• _WHAT THE EXERCISE ASKS_: Below is a block of records. Copy every line in it that contains the word "list".
====================
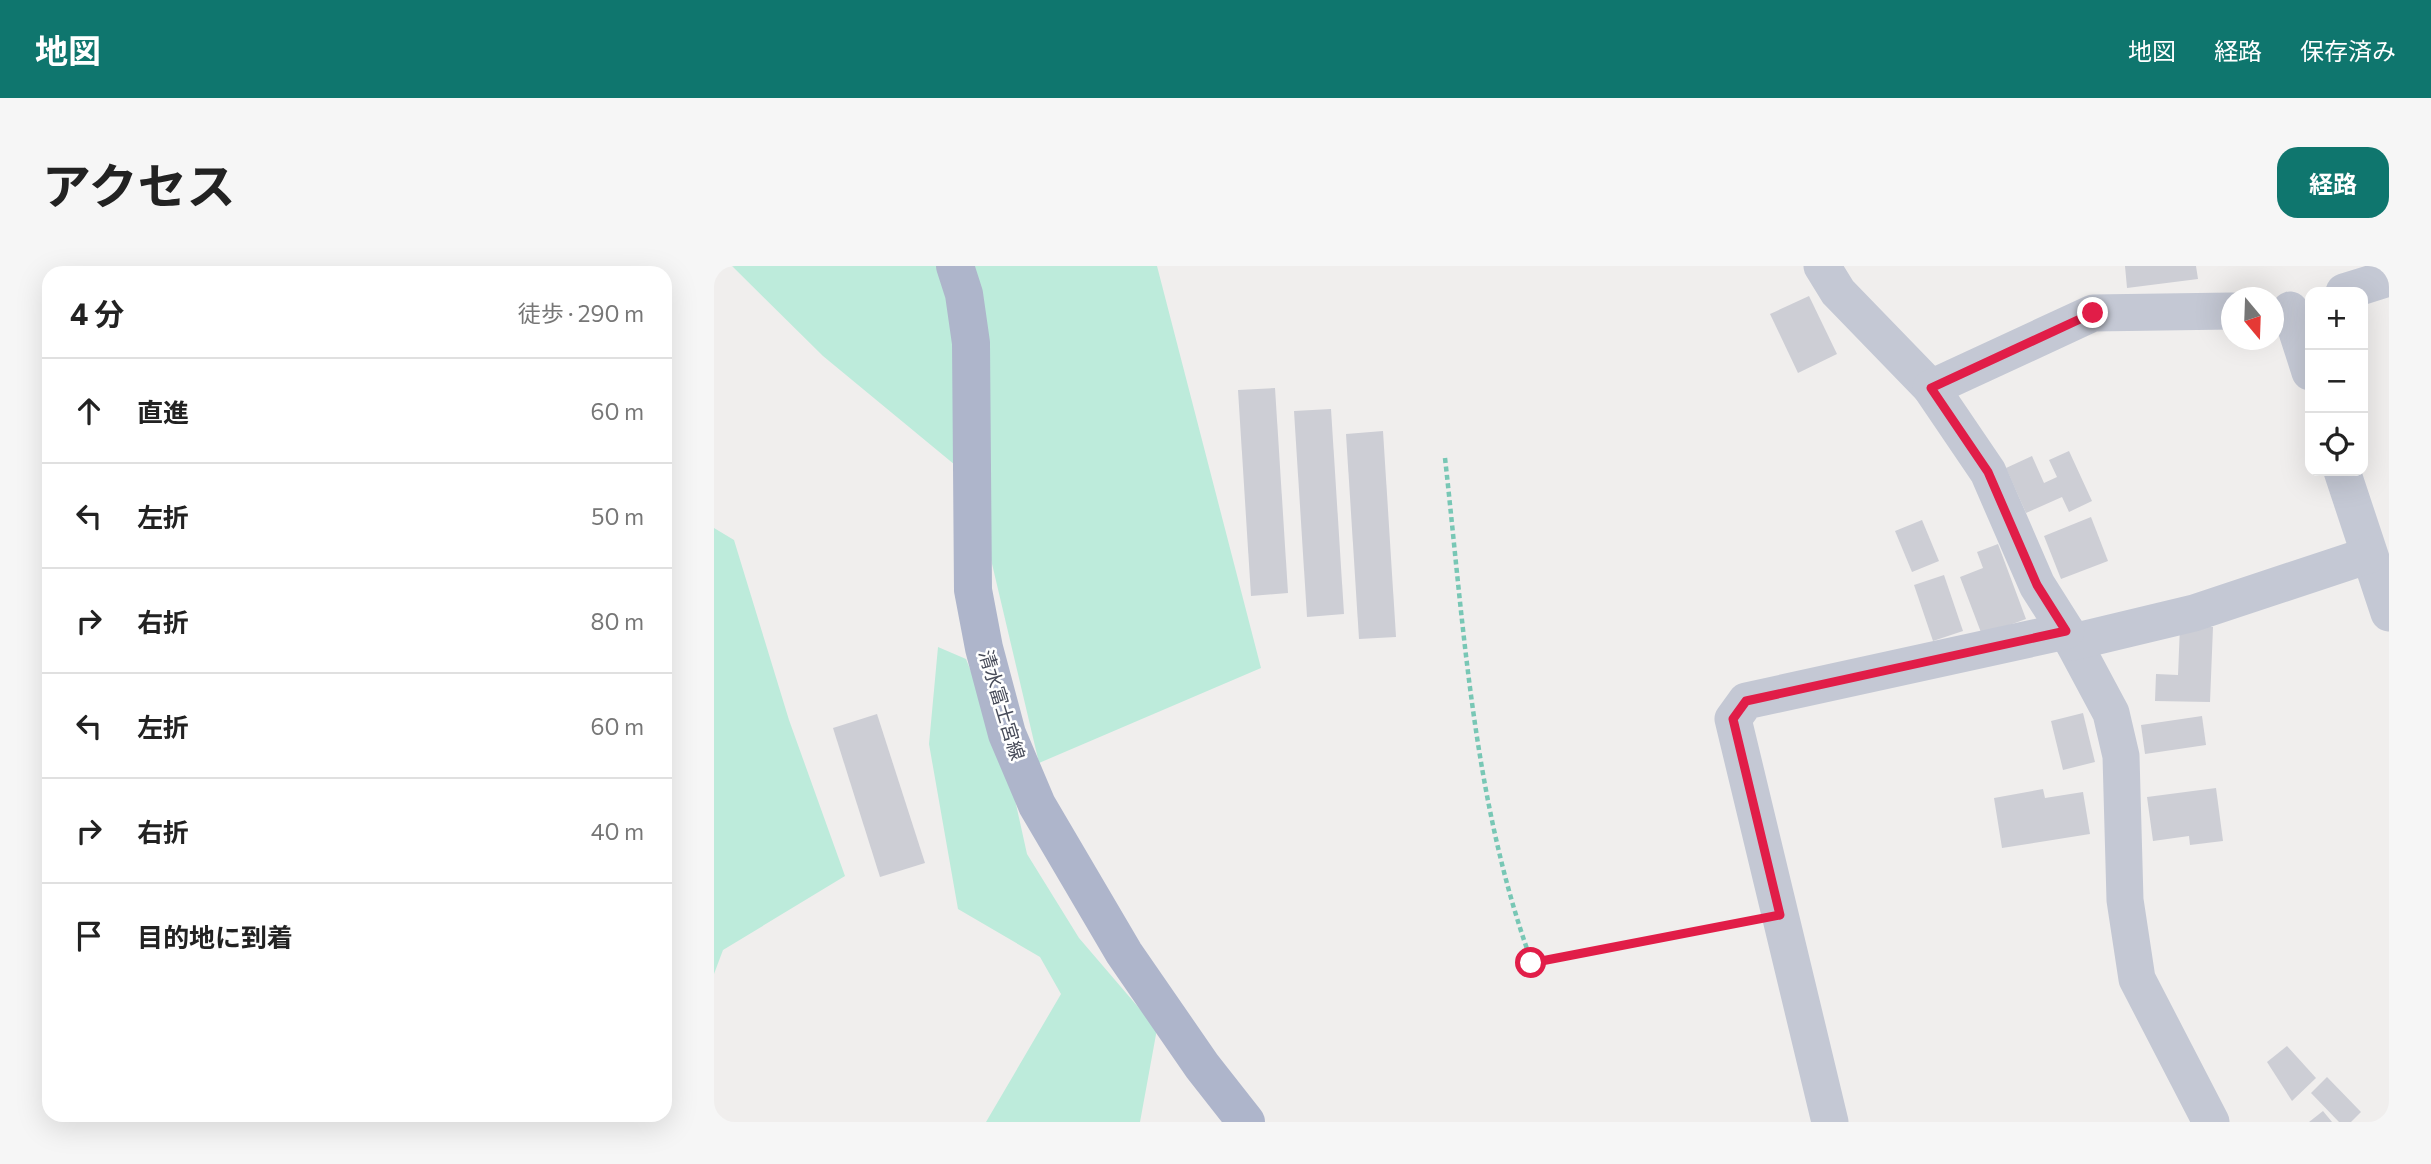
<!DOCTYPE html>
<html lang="ja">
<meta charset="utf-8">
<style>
body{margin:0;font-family:Commissioner,"Noto Sans JP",sans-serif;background:#f6f6f6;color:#222}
.controls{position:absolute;right:21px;top:21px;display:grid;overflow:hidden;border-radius:14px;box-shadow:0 7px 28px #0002}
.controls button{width:63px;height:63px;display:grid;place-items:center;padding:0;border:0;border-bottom:2px solid #e0e0e0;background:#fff;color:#222;font:35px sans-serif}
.compass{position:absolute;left:1507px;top:21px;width:63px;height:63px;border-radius:50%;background:#fff;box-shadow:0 7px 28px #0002;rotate:161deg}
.stop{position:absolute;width:21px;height:21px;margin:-16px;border:5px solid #e11d48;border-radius:50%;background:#fff}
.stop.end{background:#e11d48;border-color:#fff;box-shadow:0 2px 7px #0008}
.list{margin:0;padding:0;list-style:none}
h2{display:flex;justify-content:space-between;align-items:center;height:91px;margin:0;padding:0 28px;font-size:30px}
h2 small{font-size:23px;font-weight:400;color:#767676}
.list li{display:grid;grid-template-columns:46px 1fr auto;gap:21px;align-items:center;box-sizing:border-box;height:105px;padding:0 28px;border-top:2px solid #e0e0e0}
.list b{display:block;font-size:26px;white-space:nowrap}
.list em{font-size:23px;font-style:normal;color:#767676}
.icon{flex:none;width:38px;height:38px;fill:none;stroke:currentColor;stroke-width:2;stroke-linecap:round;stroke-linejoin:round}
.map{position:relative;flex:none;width:1675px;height:856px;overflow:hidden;border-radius:21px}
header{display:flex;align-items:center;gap:42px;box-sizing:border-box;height:98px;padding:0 35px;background:#0f766e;color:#fff}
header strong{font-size:33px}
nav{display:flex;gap:38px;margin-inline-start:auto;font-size:24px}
.intro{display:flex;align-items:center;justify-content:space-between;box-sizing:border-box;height:168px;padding:0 42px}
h1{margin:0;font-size:49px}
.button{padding:18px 32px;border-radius:21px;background:#0f766e;color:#fff;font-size:24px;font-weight:700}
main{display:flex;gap:42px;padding:0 42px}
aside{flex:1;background:#fff;border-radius:21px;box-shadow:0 7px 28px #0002}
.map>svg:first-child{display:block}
</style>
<header>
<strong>地図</strong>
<nav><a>地図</a><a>経路</a><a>保存済み</a></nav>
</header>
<div class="intro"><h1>アクセス</h1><a class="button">経路</a></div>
<main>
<aside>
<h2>4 分<small>徒歩 · 290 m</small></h2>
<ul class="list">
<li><svg class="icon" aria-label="ahead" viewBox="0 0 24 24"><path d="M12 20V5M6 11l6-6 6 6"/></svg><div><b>直進</b></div><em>60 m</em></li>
<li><svg class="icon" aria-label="left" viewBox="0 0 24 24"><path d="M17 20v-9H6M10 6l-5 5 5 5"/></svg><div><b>左折</b></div><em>50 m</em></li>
<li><svg class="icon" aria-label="right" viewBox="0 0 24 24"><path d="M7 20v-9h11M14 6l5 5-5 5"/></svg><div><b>右折</b></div><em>80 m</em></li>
<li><svg class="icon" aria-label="left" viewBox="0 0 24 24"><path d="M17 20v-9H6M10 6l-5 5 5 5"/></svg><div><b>左折</b></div><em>60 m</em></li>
<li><svg class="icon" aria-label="right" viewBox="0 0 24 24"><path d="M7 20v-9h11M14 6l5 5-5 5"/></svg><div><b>右折</b></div><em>40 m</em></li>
<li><svg class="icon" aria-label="arrive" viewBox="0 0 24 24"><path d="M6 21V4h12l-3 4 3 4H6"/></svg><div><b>目的地に到着</b></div></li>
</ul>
</aside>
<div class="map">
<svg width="1675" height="856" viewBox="0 0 1675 856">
<rect width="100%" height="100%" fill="#f0eeed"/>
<g fill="#bdebdb">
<path d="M18,0H443L547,402L325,497L258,213L109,90Z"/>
<path d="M0,262L20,274L75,454L131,610L9,684L0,708Z"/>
<path d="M224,381L252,393L292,493L313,588L365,672L443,763L426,856H272L347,728L326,691L244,643L215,478Z"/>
</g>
<g fill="#cdced5">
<path d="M1411,0H1482L1484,13L1413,22Z"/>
<path d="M1095,30L1123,88L1084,107L1056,48Z"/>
<path d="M561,122L574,327L537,330L524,124Z"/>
<path d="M617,143L630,348L593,351L580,145Z"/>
<path d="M669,165L682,371L645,373L632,168Z"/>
<path d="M1355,185L1378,235L1355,246L1348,231L1312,247L1292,202L1318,190L1330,217L1343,211L1335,194Z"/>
<path d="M1377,251L1394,295L1347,313L1330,270Z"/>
<path d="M1208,254L1225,295L1198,306L1181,265Z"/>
<path d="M1284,278L1312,353L1268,369L1246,311L1269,302L1263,286Z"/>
<path d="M1230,309L1249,365L1219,375L1200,319Z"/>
<path d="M1466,360L1499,361L1496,436L1441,435L1442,408L1464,409Z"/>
<path d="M1369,447L1381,496L1349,504L1337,455Z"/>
<path d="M163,448L211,597L166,611L119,462Z"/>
<path d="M1488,450L1492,479L1431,488L1427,459Z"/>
<path d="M1502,522L1509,575L1476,579L1475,570L1439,575L1433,531Z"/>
<path d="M1329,523L1331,532L1369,526L1376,568L1288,582L1280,532Z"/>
<path d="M1573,780L1602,812L1578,835L1553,796Z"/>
<path d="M1613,811L1647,846L1637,856H1625L1597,827Z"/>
<path d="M1609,845L1618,856H1595Z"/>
</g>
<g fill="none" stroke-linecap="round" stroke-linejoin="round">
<path stroke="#78c7b5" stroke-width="4.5" stroke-dasharray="5 3.5" stroke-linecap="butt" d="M731,192C750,362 759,535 818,697L1034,655"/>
<g stroke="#c4c8d4" stroke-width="37">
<path d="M1108,0L1124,26L1217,122L1274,206L1323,319L1359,376L1397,447L1407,490L1411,634L1423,713L1497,856"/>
<path d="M1630,26L1675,12"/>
<path d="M1576,44L1596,106"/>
<path d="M1217,122L1379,47L1518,45"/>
<path d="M1628,205L1675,347"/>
<path d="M1359,376L1480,347L1655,289"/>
<path d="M1116,856L1019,453L1032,435L1352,365"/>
</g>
<path stroke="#aeb5cb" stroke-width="38" d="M241,0L250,28L257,77L259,324L270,382L293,468L323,539L410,687L488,800L532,856"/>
</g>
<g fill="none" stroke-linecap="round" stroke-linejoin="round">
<path stroke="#e11d48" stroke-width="9" d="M817,697L1066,649L1019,453L1032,435L1352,365L1323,319L1274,206L1217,122L1379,47"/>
</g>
<g text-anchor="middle" stroke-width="5" stroke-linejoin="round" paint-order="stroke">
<g font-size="19" fill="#474b59" stroke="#fff">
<text transform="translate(288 439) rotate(73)" y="7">清水富士宮線</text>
</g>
</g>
</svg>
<div class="controls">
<button>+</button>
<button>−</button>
<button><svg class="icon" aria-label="locate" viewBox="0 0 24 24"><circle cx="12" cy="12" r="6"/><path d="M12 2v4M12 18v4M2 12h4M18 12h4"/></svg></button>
</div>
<svg class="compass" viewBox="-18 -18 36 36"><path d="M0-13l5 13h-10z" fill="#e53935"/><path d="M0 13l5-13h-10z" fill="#767676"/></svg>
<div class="stop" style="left:817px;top:697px"></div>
<div class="stop end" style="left:1379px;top:47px"></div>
</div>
</main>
====================
• _ANSWER SECTION_:
.list{margin:0;padding:0;list-style:none}
.list li{display:grid;grid-template-columns:46px 1fr auto;gap:21px;align-items:center;box-sizing:border-box;height:105px;padding:0 28px;border-top:2px solid #e0e0e0}
.list b{display:block;font-size:26px;white-space:nowrap}
.list em{font-size:23px;font-style:normal;color:#767676}
<ul class="list">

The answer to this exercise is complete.